* [Task goal]: Collect all lines below with the string "canvas".

>>>

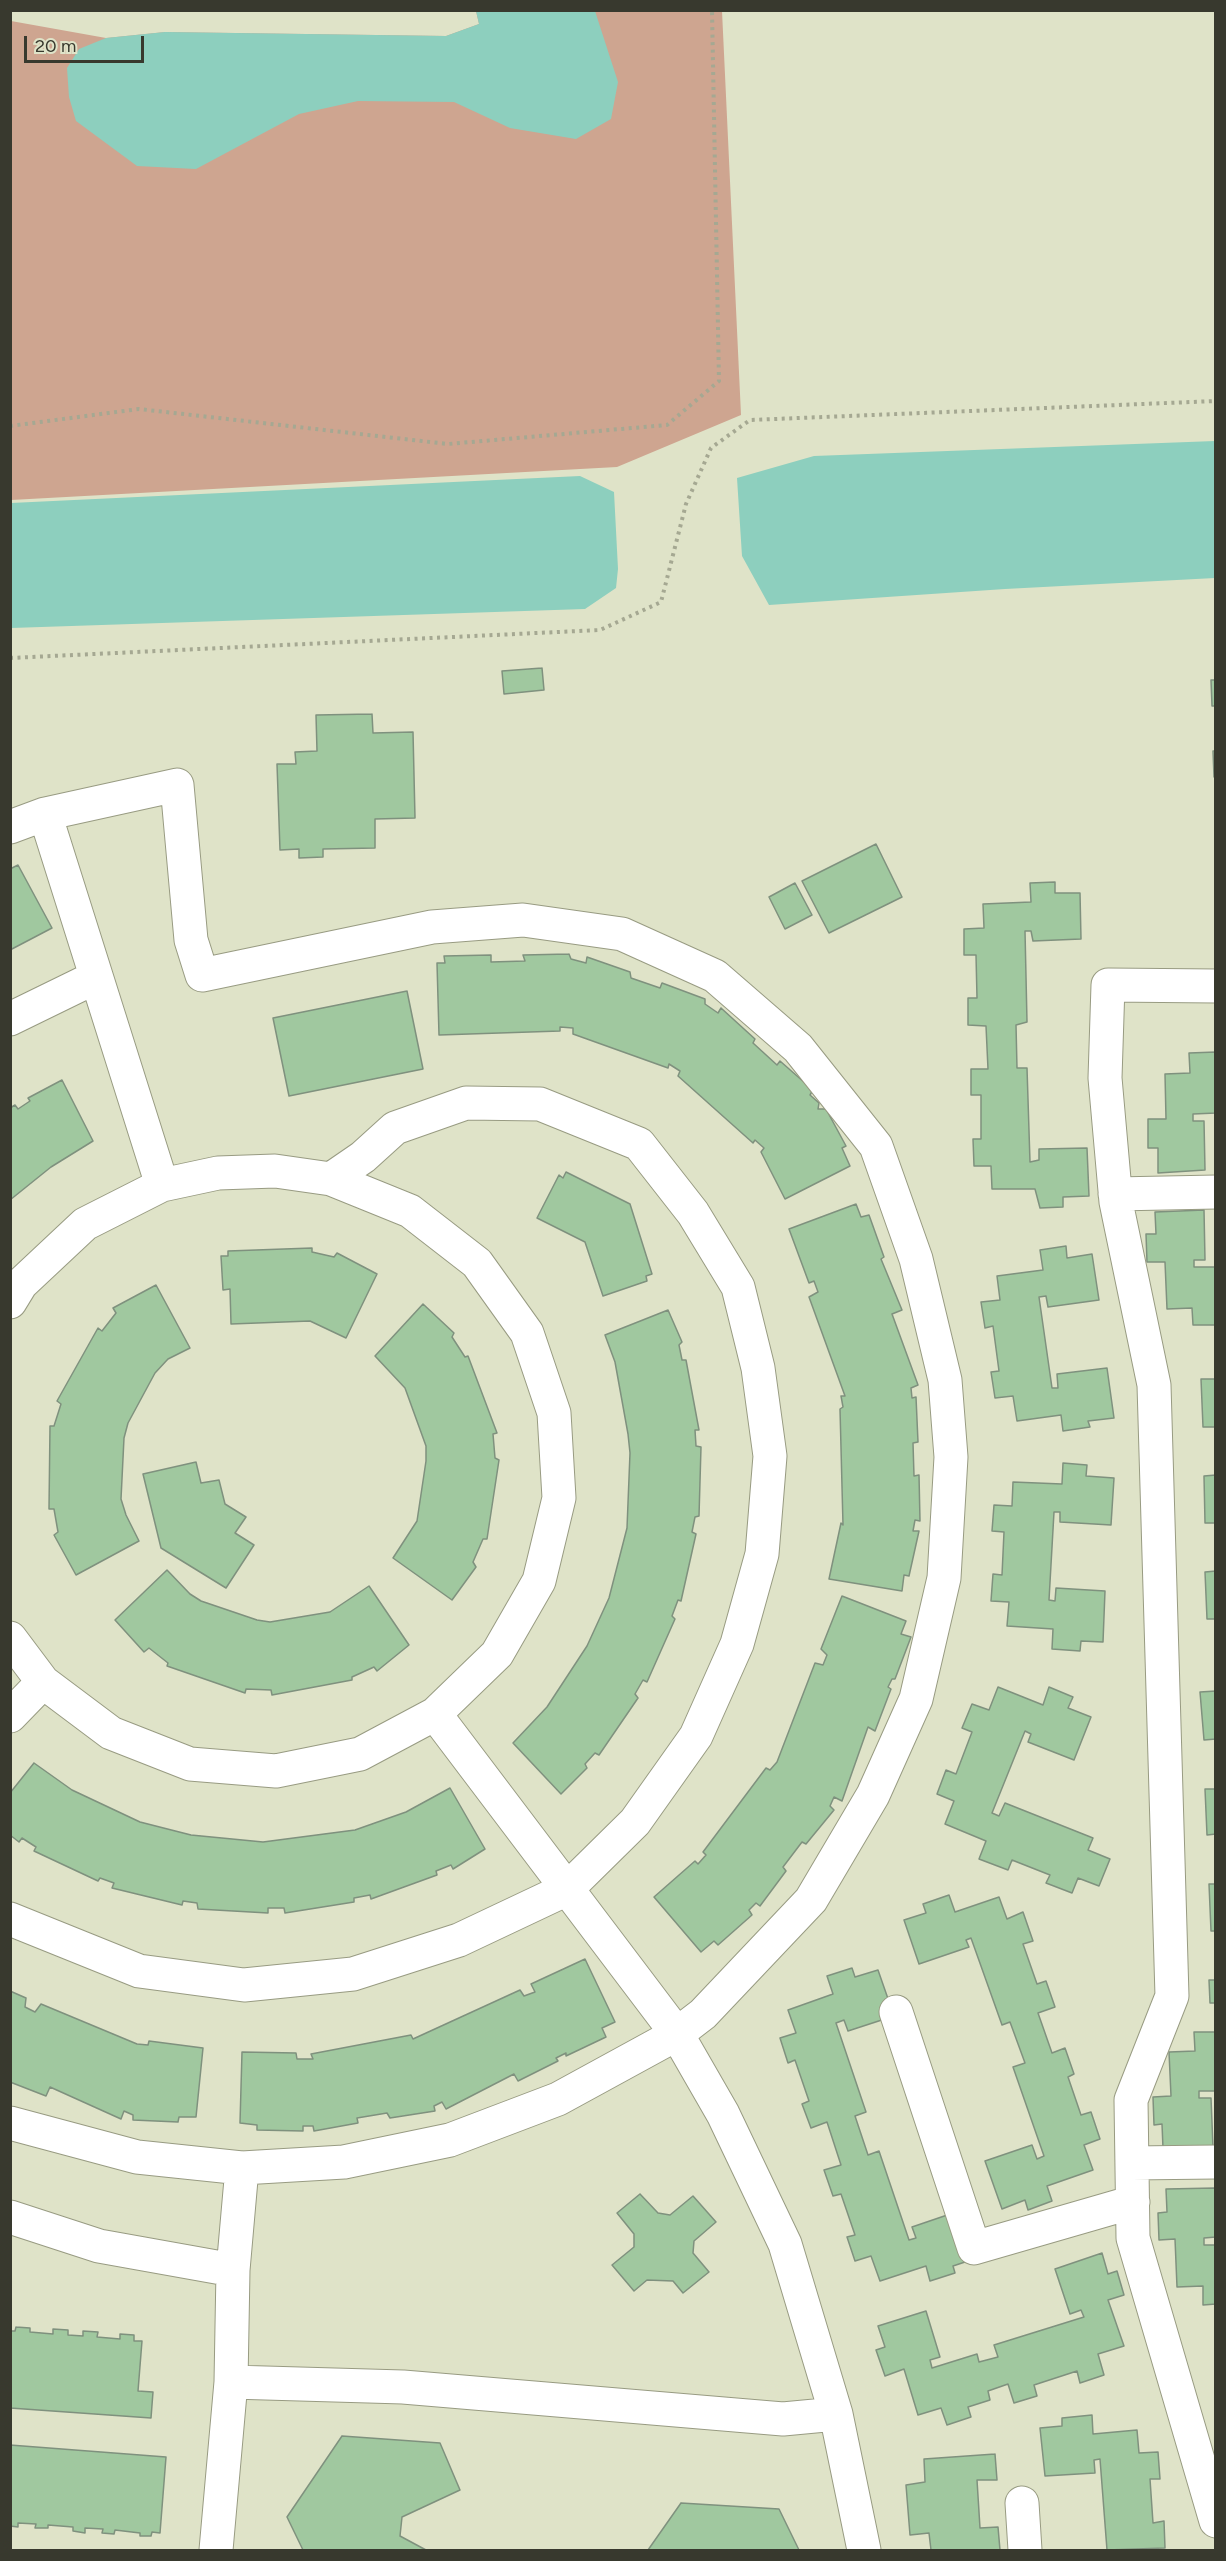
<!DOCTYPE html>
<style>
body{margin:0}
#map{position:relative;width:1226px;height:2561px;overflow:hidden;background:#dfe3c8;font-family:Figtree,sans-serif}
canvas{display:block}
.frame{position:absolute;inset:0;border:12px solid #38392e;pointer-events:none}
.scale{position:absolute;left:24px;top:36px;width:120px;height:27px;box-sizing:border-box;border:3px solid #38392e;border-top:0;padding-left:8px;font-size:18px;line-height:21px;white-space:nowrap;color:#38392e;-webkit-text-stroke:4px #dfe3c8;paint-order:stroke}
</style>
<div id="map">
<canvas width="1226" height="2561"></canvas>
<div class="frame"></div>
<div class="scale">20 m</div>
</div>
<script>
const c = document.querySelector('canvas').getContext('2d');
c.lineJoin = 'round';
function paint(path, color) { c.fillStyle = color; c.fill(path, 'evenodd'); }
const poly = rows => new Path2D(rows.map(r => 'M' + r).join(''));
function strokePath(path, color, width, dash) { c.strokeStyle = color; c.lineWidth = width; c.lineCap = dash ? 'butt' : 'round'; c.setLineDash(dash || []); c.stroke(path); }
paint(poly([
 [476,11,722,11,741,415,617,467,11,500,11,21,106,38,165,32,446,36,479,24]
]), '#cea590');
paint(poly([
 [595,11,618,82,611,119,576,139,510,128,454,102,358,101,299,114,196,169,137,166,76,121,69,97,67,68,79,49,106,38,165,32,446,36,479,24,476,11],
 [1215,441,1215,578,1005,589,769,605,742,556,737,478,814,456],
 [580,476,614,492,618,569,616,588,585,609,11,628,11,503]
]), '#8dcfbe');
const building = poly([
 [542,668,544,690,504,694,502,671,542,668],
 [1211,680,1216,680,1216,706,1212,706,1211,680],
 [372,714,373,733,413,732,415,818,375,819,375,848,323,849,323,857,299,858,299,849,280,850,277,764,296,764,295,752,317,751,316,715,372,714],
 [1213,751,1216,751,1216,777,1214,777,1213,751],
 [876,844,902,897,829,933,802,881,876,844],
 [18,865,52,928,10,950,10,869,18,865],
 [1055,882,1055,893,1080,893,1081,939,1033,941,1031,931,1025,931,1027,1022,1016,1025,1017,1068,1027,1068,1030,1162,1039,1160,1039,1149,1087,1148,1089,1196,1063,1197,1063,1207,1040,1208,1035,1189,992,1189,991,1166,974,1166,973,1139,981,1139,981,1095,971,1095,971,1069,988,1069,986,1026,968,1025,968,998,977,998,976,955,964,955,964,929,984,928,983,904,1031,902,1030,883,1055,882],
 [795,883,812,915,785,929,769,897,795,883],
 [569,954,571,959,586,963,587,957,630,972,631,978,660,988,662,983,705,999,705,1004,718,1013,721,1008,755,1039,753,1043,777,1065,780,1061,813,1090,810,1095,819,1103,818,1109,826,1109,846,1146,842,1148,850,1166,785,1199,761,1152,764,1148,755,1140,753,1143,678,1076,680,1071,669,1064,668,1068,573,1034,573,1028,560,1027,560,1031,439,1035,437,963,445,963,444,956,491,955,491,962,525,961,523,955,569,954],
 [407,991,423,1069,289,1096,273,1018,407,991],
 [1216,1052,1216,1113,1193,1114,1193,1121,1204,1121,1205,1170,1158,1173,1158,1148,1148,1148,1148,1119,1166,1119,1165,1074,1190,1073,1189,1053,1216,1052],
 [62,1080,93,1141,51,1167,10,1200,10,1108,15,1105,18,1109,30,1101,28,1098,62,1080],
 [566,1172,630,1204,652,1274,646,1276,647,1281,603,1296,585,1242,537,1218,559,1175,563,1178,566,1172],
 [856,1204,861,1217,869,1215,884,1257,881,1259,902,1310,892,1314,918,1385,911,1388,912,1398,916,1397,918,1442,913,1443,914,1476,919,1475,920,1521,915,1520,913,1531,919,1531,909,1576,904,1575,902,1591,829,1579,841,1523,843,1525,840,1409,843,1407,841,1396,845,1396,809,1297,818,1292,814,1281,809,1283,789,1229,856,1204],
 [1204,1210,1205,1260,1194,1260,1194,1267,1216,1267,1216,1325,1193,1325,1192,1308,1167,1309,1165,1262,1147,1262,1146,1234,1156,1234,1155,1212,1204,1210],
 [1066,1246,1067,1258,1092,1254,1099,1300,1048,1307,1046,1296,1039,1297,1052,1388,1058,1388,1057,1374,1107,1368,1114,1418,1088,1421,1090,1427,1063,1431,1061,1415,1017,1421,1013,1396,995,1398,991,1372,999,1371,993,1326,985,1328,981,1302,1000,1300,997,1276,1043,1270,1040,1250,1066,1246],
 [312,1248,312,1252,334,1257,337,1253,377,1274,346,1338,310,1321,231,1324,230,1289,223,1290,221,1256,228,1256,228,1251,312,1248],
 [156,1285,190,1348,168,1359,155,1373,128,1423,124,1438,121,1499,126,1515,139,1541,76,1575,54,1535,58,1532,54,1509,49,1509,50,1426,54,1426,61,1404,57,1401,98,1328,102,1331,116,1313,113,1308,156,1285],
 [423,1304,454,1333,452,1337,465,1357,468,1356,497,1433,493,1434,495,1458,499,1460,487,1539,483,1539,473,1562,476,1567,452,1600,393,1558,417,1521,426,1461,426,1446,405,1388,375,1356,423,1304],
 [668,1310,682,1342,679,1345,682,1360,686,1360,699,1430,695,1430,696,1446,701,1447,699,1516,695,1517,692,1532,696,1534,681,1601,678,1600,672,1616,675,1619,647,1682,643,1680,635,1694,638,1698,599,1755,595,1753,585,1764,587,1768,561,1794,513,1743,547,1707,587,1646,609,1598,627,1528,630,1453,628,1434,615,1362,605,1335,668,1310],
 [1201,1379,1216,1379,1216,1427,1203,1427,1201,1379],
 [196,1462,201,1483,219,1480,225,1504,246,1517,235,1533,254,1545,226,1588,161,1548,143,1474,196,1462],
 [1063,1463,1087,1465,1086,1476,1114,1478,1111,1525,1060,1522,1060,1512,1054,1512,1049,1600,1055,1601,1056,1588,1105,1591,1103,1642,1081,1641,1080,1651,1052,1649,1053,1629,1007,1626,1009,1602,991,1601,993,1574,1002,1575,1004,1532,992,1531,994,1505,1012,1506,1013,1482,1062,1484,1063,1463],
 [1216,1475,1216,1523,1205,1523,1204,1476,1216,1475],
 [167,1570,190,1594,201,1601,257,1620,270,1622,330,1612,369,1586,409,1645,377,1671,374,1667,352,1677,352,1680,272,1695,271,1690,246,1689,245,1693,167,1666,168,1663,149,1648,144,1652,115,1620,167,1570],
 [1216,1571,1216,1619,1207,1619,1205,1572,1216,1571],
 [842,1596,906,1621,901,1634,911,1637,895,1679,892,1679,888,1687,891,1689,875,1731,868,1727,842,1801,834,1797,830,1806,834,1810,806,1844,802,1842,783,1867,786,1871,760,1906,756,1903,749,1910,752,1915,718,1945,714,1941,701,1952,654,1897,695,1861,698,1864,706,1855,703,1852,766,1768,770,1770,777,1762,815,1663,823,1665,827,1655,821,1649,842,1596],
 [998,1687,1043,1705,1049,1687,1073,1697,1068,1708,1091,1717,1074,1760,1028,1742,1031,1734,1025,1731,992,1813,999,1816,1005,1803,1093,1838,1088,1850,1110,1859,1099,1886,1078,1878,1072,1893,1046,1883,1050,1875,1012,1860,1008,1870,979,1859,986,1841,945,1824,954,1801,937,1794,946,1770,956,1774,972,1732,962,1728,972,1704,989,1710,998,1687],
 [1216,1691,1216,1739,1204,1740,1200,1692,1216,1691],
 [34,1763,72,1790,140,1822,191,1835,263,1842,355,1830,406,1812,450,1788,485,1849,453,1869,451,1865,436,1871,437,1875,371,1899,370,1895,354,1898,354,1902,285,1913,284,1908,268,1908,268,1913,198,1909,197,1903,183,1901,182,1905,112,1888,114,1883,100,1878,98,1881,34,1851,36,1847,22,1838,19,1842,10,1835,10,1793,34,1763],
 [1205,1789,1216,1789,1216,1834,1207,1835,1205,1789],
 [1209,1884,1216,1884,1216,1931,1211,1931,1209,1884],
 [949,1895,955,1912,999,1897,1007,1919,1023,1912,1033,1941,1023,1944,1037,1984,1046,1981,1055,2007,1038,2013,1052,2053,1065,2048,1074,2074,1068,2077,1081,2115,1091,2112,1100,2139,1084,2145,1093,2170,1047,2186,1052,2201,1028,2210,1025,2200,1002,2209,985,2161,1032,2145,1037,2159,1044,2156,1013,2067,1025,2063,1010,2022,1002,2025,971,1938,966,1940,969,1947,919,1964,904,1920,926,1913,923,1904,949,1895],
 [585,1959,615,2022,602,2028,606,2037,566,2056,566,2053,556,2058,558,2061,518,2081,514,2074,446,2109,442,2102,434,2106,435,2111,390,2118,387,2113,357,2118,358,2123,314,2131,313,2126,303,2126,303,2131,257,2130,257,2125,240,2123,242,2052,296,2053,297,2059,313,2059,311,2054,411,2035,413,2039,520,1990,524,1996,535,1992,531,1984,585,1959],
 [852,1968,855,1977,878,1970,894,2016,848,2031,844,2020,836,2023,866,2112,855,2116,868,2155,879,2151,909,2240,916,2238,912,2227,959,2211,974,2259,953,2266,955,2273,930,2281,926,2266,880,2281,871,2256,855,2261,847,2237,855,2235,841,2194,833,2196,824,2170,841,2165,827,2122,811,2128,802,2104,809,2101,795,2060,788,2063,780,2038,796,2033,788,2010,833,1994,827,1976,852,1968],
 [1209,1980,1216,1980,1216,2003,1210,2003,1209,1980],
 [10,1991,26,1998,25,2007,35,2012,41,2004,137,2044,148,2045,149,2041,203,2048,196,2117,179,2117,178,2122,133,2120,133,2115,124,2111,121,2119,50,2087,46,2096,10,2082,10,1991],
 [1194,2032,1216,2032,1216,2091,1199,2091,1199,2098,1211,2098,1213,2147,1163,2148,1162,2124,1154,2125,1153,2097,1171,2096,1169,2052,1195,2051,1194,2032],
 [1215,2188,1216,2237,1204,2238,1204,2245,1216,2245,1216,2304,1203,2305,1203,2286,1177,2287,1175,2239,1159,2240,1158,2213,1167,2212,1166,2189,1215,2188],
 [640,2194,658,2213,670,2215,693,2196,716,2222,694,2241,693,2253,709,2272,683,2293,673,2281,647,2280,634,2291,612,2265,634,2247,634,2234,617,2213,640,2194],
 [1102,2253,1108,2274,1117,2271,1124,2295,1108,2300,1124,2346,1098,2354,1104,2375,1080,2383,1077,2371,1034,2385,1037,2396,1014,2403,1008,2384,988,2391,990,2400,968,2407,971,2417,947,2425,941,2408,918,2415,904,2369,885,2376,876,2350,885,2347,878,2326,926,2311,940,2357,930,2360,932,2368,977,2354,979,2362,998,2357,994,2345,1084,2317,1081,2310,1070,2314,1055,2269,1102,2253],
 [16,2327,30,2328,30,2332,53,2334,53,2329,68,2330,68,2335,83,2336,83,2331,98,2332,97,2337,120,2339,120,2334,134,2335,134,2341,142,2341,138,2391,153,2392,151,2418,10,2408,10,2331,15,2331,16,2327],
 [1092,2415,1093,2434,1137,2430,1139,2453,1158,2452,1160,2479,1150,2479,1153,2523,1164,2521,1165,2548,1107,2550,1100,2459,1094,2460,1095,2473,1045,2476,1040,2428,1062,2426,1062,2418,1092,2415],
 [342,2436,440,2443,460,2490,402,2517,400,2536,426,2550,303,2550,287,2517,342,2436],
 [10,2445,166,2457,160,2533,152,2532,151,2536,140,2536,140,2533,115,2530,114,2534,102,2533,103,2529,85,2528,85,2533,73,2531,73,2527,48,2525,48,2528,35,2528,36,2524,18,2523,18,2527,10,2526,10,2445],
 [995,2454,997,2480,977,2480,980,2528,998,2527,1000,2550,931,2550,929,2533,910,2535,906,2485,925,2482,924,2459,995,2454],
 [681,2503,779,2509,799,2550,648,2550,681,2503]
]);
paint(building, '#a0c89f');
strokePath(building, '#7f917e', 1.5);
const minor = poly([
 [45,814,162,1185],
 [10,827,45,814,177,785,191,940,202,975,432,927,523,920,622,934,715,976,798,1048,876,1146,916,1259,945,1380,951,1457,944,1578,916,1699,873,1795,811,1900,703,2014,677,2034,558,2099,450,2140,344,2162,242,2168,137,2157,10,2123],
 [1216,986,1108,985,1105,1078,1116,1202,1154,1385,1172,1996,1131,2100,1133,2238,1216,2521],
 [10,1019,96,977],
 [1115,1194,1216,1192],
 [10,1302,21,1284,85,1224,162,1185,218,1173,275,1171,331,1179,410,1211,477,1263,527,1333,554,1413,559,1498,539,1581,497,1654,435,1714,360,1754,276,1771,190,1764,111,1733,43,1682,10,1638],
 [435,1714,677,2034,723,2114,785,2244,836,2414,864,2550],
 [10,1716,43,1682],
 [10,1919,139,1971,244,1985,353,1974,459,1940,567,1889,635,1822,696,1736,737,1644,762,1554,770,1456,758,1368,738,1287,693,1213,639,1144,540,1104,466,1103,395,1128,363,1157,331,1179],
 [896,2012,974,2248,1133,2202],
 [1132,2163,1216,2162],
 [10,2217,99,2246,233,2270],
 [231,2382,403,2387,783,2419,836,2414],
 [1022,2503,1025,2550],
 [216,2550,231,2382,233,2270,242,2168]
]);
strokePath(minor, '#989b82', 35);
strokePath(poly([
 [10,426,139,409,448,444,667,425,719,381,712,10],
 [10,658,600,630,661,602,686,504,711,448,750,420,1216,401]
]), '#a5a892', 4, [3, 4.5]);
strokePath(minor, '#fff', 33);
</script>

<<<

* [Result of this task]:
canvas{display:block}
<canvas width="1226" height="2561"></canvas>
const c = document.querySelector('canvas').getContext('2d');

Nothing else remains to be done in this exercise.